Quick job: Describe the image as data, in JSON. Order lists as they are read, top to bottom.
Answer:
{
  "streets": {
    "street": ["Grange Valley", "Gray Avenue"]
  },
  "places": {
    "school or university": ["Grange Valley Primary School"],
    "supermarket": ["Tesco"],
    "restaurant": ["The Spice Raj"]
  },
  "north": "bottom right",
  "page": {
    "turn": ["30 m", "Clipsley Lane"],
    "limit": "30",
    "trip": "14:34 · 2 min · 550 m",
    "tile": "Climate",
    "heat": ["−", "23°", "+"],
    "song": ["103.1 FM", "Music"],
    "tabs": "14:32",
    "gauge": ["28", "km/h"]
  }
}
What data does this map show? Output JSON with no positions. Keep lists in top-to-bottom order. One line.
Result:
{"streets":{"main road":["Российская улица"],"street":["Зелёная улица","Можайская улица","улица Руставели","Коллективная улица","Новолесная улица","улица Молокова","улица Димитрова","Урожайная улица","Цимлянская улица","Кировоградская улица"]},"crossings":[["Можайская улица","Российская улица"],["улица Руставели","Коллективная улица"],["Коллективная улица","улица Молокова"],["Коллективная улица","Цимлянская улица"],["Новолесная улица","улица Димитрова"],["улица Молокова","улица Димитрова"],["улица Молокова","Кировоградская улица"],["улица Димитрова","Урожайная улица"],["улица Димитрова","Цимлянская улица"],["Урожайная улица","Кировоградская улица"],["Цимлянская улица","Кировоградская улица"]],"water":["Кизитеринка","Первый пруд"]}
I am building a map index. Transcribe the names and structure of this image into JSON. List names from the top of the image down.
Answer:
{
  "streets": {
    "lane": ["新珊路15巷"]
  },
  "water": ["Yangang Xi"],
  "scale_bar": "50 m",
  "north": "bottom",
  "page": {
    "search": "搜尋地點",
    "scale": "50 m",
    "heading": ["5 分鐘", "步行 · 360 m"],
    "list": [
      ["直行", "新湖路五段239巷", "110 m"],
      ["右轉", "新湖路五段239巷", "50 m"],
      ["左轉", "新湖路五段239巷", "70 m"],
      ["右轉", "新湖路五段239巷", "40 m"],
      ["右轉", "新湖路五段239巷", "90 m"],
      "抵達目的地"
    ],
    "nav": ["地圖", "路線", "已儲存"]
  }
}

** Work required **
Give the number of lines above that hold the word "image", and nothing more.

** Written solution **
2